“I’m talking about – if this is a family-owned team – where is the [major-market approach]?” Boras said to the media in November (CSN, for example). “This is Chicago. You’re developing the infrastructure. But fans don’t come to see seats, grass, cement. They come to see players. They’ve done a great job in the draft and development and they’ve got a really good core of young players coming. But it’s just not what’s expected when you buy a major-market club.”
In December, Boras called the Cubs’ rebuild “an all-day sucker,” again pointing out that the Cubs are a big market team with big market revenues and aren’t spending. It was easy enough to say, however, that this was just an agent bein’ an agent, trying to put the pressure on a large market team to spend more money on (his) players.
Fast-forward to today, and here are some quotes from Scott Boras on the Toronto Blue Jays and their owner, Rogers Communications (per Ken Rosenthal):
“There is no one who has the asset base of Rogers,” Boras said. “It’s a premium city.

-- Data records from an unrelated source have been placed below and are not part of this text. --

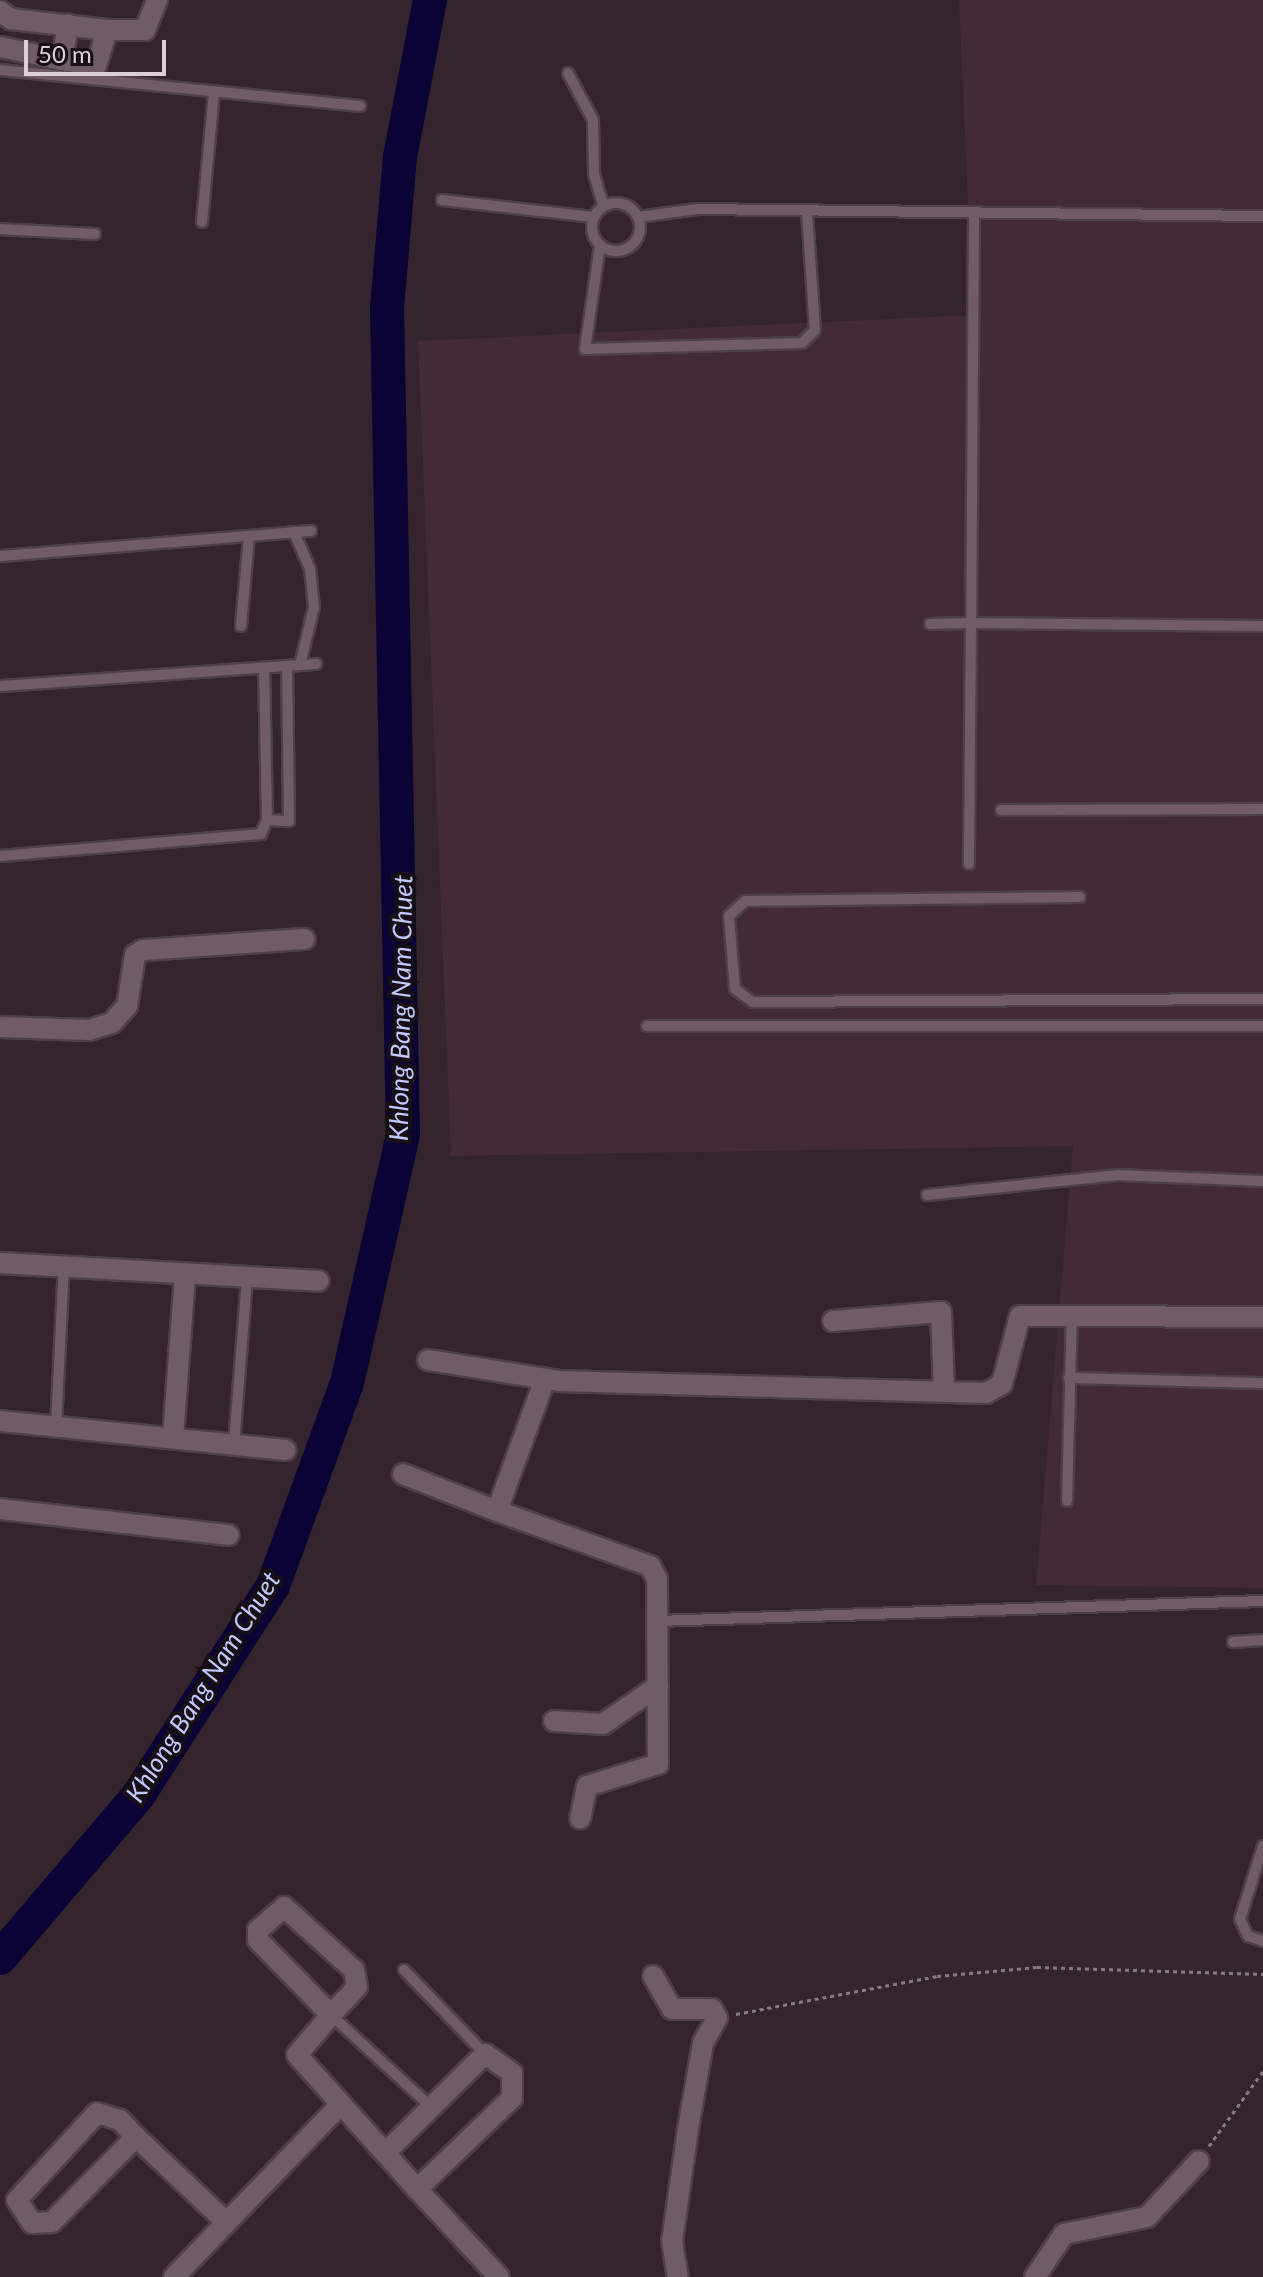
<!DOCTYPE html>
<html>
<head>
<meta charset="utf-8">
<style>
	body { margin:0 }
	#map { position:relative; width:1263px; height:2277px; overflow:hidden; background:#34242c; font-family:Lato,sans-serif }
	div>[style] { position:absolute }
	.built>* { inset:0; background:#412b36 }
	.river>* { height:34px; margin:-17px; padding:0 17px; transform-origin:17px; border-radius:17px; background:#0b0236 }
	.path>* { height:3px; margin-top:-1.5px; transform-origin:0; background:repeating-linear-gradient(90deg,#887a81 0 4px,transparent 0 8px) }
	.roads { filter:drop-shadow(2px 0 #4d4046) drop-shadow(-2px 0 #4d4046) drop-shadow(0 2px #4d4046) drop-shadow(0 -2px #4d4046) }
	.service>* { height:10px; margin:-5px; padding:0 5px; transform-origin:5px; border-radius:5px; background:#6f5c65 }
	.service>.ring { margin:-5px; padding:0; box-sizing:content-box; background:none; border:10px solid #6f5c65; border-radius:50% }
	.minor>* { height:20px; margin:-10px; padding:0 10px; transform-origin:10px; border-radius:10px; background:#6f5c65 }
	span { translate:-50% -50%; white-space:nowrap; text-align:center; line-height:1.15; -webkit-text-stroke:8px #170f13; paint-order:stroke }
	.water-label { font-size:26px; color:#c2c9fe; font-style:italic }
	.scale { position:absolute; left:24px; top:40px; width:142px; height:36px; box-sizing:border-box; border:4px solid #dbd0d5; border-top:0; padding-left:10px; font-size:24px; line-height:28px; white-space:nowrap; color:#dbd0d5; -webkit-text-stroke:6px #170f13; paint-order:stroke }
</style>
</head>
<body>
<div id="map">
	<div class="built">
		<div style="clip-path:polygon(959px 0,1263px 0,1263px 1588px,1036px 1585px,1073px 1146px,451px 1156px,418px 341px,973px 315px)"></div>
	</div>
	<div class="river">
		<div style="left:0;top:1958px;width:213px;rotate:-49.6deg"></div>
		<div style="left:138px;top:1796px;width:250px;rotate:-57.3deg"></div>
		<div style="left:273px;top:1586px;width:216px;rotate:-70deg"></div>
		<div style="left:347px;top:1383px;width:255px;rotate:-77.3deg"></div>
		<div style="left:403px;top:1134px;width:826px;rotate:-91.11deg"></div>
		<div style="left:387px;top:308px;width:152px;rotate:-85.1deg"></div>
		<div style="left:400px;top:157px;width:160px;rotate:-79.2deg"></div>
	</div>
	<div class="path">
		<div style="left:736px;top:2014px;width:205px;rotate:-10.7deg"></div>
		<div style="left:937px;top:1976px;width:100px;rotate:-5.1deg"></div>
		<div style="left:1037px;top:1967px;width:226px;rotate:1.8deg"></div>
		<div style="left:1209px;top:2146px;width:92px;rotate:-54.2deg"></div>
	</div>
	<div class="roads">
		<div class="service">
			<div style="left:0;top:70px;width:362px;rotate:5.7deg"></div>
			<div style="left:568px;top:73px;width:53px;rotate:62deg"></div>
			<div style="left:593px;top:120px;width:54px;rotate:88.9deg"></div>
			<div style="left:594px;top:174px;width:33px;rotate:74deg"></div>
			<div style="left:442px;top:200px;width:152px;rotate:6.4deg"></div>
			<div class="ring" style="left:592px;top:203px;width:38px;height:38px"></div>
			<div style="left:974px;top:215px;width:408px;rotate:90.4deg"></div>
			<div style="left:971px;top:623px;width:292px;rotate:0.6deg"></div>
			<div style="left:638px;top:217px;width:60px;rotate:-7.7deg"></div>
			<div style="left:697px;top:209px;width:566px;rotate:0.71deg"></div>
			<div style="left:202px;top:222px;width:131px;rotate:-84.7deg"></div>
			<div style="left:0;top:229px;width:95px;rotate:3deg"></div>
			<div style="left:600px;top:245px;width:105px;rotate:98.2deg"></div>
			<div style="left:585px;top:349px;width:217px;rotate:-1.6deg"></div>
			<div style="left:802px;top:343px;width:18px;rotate:-45deg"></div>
			<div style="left:815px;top:330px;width:118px;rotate:-93.9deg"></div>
			<div style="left:294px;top:532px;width:40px;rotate:66.6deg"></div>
			<div style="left:310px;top:569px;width:38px;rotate:84deg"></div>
			<div style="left:314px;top:607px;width:60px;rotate:103.6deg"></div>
			<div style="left:0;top:556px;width:312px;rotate:-4.6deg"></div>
			<div style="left:930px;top:624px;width:41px;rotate:-1.4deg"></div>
			<div style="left:971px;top:623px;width:241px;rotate:90.5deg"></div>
			<div style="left:241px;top:626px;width:90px;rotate:-84.9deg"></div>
			<div style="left:0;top:686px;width:317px;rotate:-4deg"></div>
			<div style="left:1001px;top:810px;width:262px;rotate:-0.2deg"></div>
			<div style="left:267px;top:820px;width:22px;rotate:3deg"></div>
			<div style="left:289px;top:821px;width:155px;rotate:-90.7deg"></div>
			<div style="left:0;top:856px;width:262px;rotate:-4.8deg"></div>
			<div style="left:261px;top:834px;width:15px;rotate:-67deg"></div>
			<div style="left:267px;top:820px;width:152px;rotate:-91.1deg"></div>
			<div style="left:1080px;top:897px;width:335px;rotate:179.3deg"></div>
			<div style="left:745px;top:901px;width:22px;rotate:137deg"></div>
			<div style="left:729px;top:916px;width:73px;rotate:85.3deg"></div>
			<div style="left:735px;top:989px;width:22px;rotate:36deg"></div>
			<div style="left:753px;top:1002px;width:510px;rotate:-0.34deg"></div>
			<div style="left:647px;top:1026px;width:616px"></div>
			<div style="left:927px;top:1195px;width:192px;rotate:-6deg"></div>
			<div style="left:1118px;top:1175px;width:145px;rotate:2.4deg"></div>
			<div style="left:1069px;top:1378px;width:194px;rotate:1.5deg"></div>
			<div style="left:56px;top:1427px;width:161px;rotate:-87.2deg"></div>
			<div style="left:234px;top:1444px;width:168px;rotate:-85.5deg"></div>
			<div style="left:1067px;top:1501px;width:186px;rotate:-88.5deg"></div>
			<div style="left:657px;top:1621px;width:606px;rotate:-1.89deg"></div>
			<div style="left:1233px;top:1642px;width:30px;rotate:-4deg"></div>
			<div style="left:1263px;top:1846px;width:77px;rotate:107.5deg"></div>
			<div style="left:1240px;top:1919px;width:19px;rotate:65deg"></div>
			<div style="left:1248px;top:1936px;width:16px;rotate:18deg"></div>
			<div style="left:404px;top:1970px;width:117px;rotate:46deg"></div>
			<div style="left:331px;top:2015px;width:136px;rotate:42.6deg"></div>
		</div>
		<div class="minor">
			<div style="left:0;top:11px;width:14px;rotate:36deg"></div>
			<div style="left:11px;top:19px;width:97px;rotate:6.5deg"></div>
			<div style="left:107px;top:30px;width:38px;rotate:107deg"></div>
			<div style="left:96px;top:66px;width:35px;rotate:-170deg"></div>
			<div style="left:107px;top:30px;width:38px"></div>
			<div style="left:145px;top:30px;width:32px;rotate:-68deg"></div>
			<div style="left:0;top:47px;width:63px;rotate:11.8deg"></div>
			<div style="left:62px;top:60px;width:36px;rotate:-80deg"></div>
			<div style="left:0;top:1027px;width:89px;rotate:1.9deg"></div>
			<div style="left:89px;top:1030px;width:24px;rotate:-17deg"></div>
			<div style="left:112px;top:1023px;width:23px;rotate:-49deg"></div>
			<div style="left:127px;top:1006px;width:52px;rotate:-81.1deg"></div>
			<div style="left:135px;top:955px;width:9px;rotate:-32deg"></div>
			<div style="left:143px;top:950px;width:162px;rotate:-3.9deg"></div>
			<div style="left:0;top:1263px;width:319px;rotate:3.2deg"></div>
			<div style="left:833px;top:1321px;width:108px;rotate:-4.8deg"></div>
			<div style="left:941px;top:1312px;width:79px;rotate:87.8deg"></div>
			<div style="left:428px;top:1360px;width:133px;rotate:9.1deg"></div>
			<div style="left:559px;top:1381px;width:427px;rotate:1.6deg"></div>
			<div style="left:986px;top:1393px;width:18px;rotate:-29deg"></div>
			<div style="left:1002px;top:1384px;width:70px;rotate:-75.2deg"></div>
			<div style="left:1020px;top:1316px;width:243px;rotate:0.2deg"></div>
			<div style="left:545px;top:1379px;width:140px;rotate:110deg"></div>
			<div style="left:497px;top:1511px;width:163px;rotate:19.8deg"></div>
			<div style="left:650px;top:1566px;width:15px;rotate:62deg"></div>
			<div style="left:657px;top:1579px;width:185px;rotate:89.7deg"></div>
			<div style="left:658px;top:1764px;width:74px;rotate:162.8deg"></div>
			<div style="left:587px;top:1786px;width:33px;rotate:102deg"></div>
			<div style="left:0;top:1421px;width:287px;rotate:5.8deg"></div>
			<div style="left:173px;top:1438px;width:165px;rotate:-85.8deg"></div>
			<div style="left:403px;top:1474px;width:101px;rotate:21.5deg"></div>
			<div style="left:0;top:1509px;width:230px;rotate:6.5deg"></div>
			<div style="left:554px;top:1721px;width:49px;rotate:3.5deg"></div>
			<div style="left:603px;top:1724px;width:67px;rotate:-34.6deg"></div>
			<div style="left:284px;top:1907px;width:94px;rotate:42deg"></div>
			<div style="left:354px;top:1970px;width:17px;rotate:80deg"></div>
			<div style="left:357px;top:1987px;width:38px;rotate:133deg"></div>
			<div style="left:331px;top:2015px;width:105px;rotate:-134.2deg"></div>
			<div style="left:258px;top:1940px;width:10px;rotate:-90deg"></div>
			<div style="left:258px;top:1930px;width:35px;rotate:-41deg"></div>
			<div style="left:653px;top:1976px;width:38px;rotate:60deg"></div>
			<div style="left:672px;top:2009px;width:40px"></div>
			<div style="left:712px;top:2009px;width:10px;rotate:61deg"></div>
			<div style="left:717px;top:2018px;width:29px;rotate:119deg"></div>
			<div style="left:703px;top:2043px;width:87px;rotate:99.9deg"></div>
			<div style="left:688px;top:2129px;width:113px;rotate:98.1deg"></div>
			<div style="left:672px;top:2241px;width:36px;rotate:81deg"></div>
			<div style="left:331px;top:2015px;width:52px;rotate:130.4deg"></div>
			<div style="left:297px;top:2055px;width:132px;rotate:48.1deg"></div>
			<div style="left:485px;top:2054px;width:33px;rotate:35deg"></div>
			<div style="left:512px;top:2073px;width:25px;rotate:90deg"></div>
			<div style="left:512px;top:2098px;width:132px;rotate:136.2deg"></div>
			<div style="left:417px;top:2189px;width:48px;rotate:-131.6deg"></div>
			<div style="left:385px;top:2153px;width:141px;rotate:-44.7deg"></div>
			<div style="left:97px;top:2113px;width:24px;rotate:17deg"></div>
			<div style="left:120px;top:2120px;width:23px;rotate:47deg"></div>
			<div style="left:136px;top:2137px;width:120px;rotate:134.7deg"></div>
			<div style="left:52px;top:2222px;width:20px;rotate:177deg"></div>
			<div style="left:32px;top:2223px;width:27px;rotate:-123deg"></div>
			<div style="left:17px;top:2200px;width:118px;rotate:-47.4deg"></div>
			<div style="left:136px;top:2137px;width:122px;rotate:43.3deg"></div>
			<div style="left:417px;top:2189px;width:120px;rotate:47deg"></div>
			<div style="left:174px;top:2277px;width:239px;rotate:-46deg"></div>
			<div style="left:1035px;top:2277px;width:52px;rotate:-56deg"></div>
			<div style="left:1064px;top:2234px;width:85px;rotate:-11.6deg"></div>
			<div style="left:1147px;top:2217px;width:76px;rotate:-47.1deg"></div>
		</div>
	</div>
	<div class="water-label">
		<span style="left:401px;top:1008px;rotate:-89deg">Khlong Bang Nam Chuet</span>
		<span style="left:203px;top:1687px;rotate:-58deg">Khlong Bang Nam Chuet</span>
	</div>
	<div class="scale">50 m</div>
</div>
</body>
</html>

It’s a premium owner with equity. And it’s a very, very good team that with additional premium talent could become a contending team …. They’re a car with a huge engine that is impeded by a big corporate stop sign … a successful and committed ownership that needs to give their baseball people financial flexibility.”
So, not that you didn’t already know, but, like, this is just something Boras does. Maybe he’s right sometimes, and maybe he’s wrong sometimes. But this is his job, and he has a clear interest in getting teams to spend as much money as possible.
And if it means calling plays out of the same playbook on multiple ownership groups, then so be it.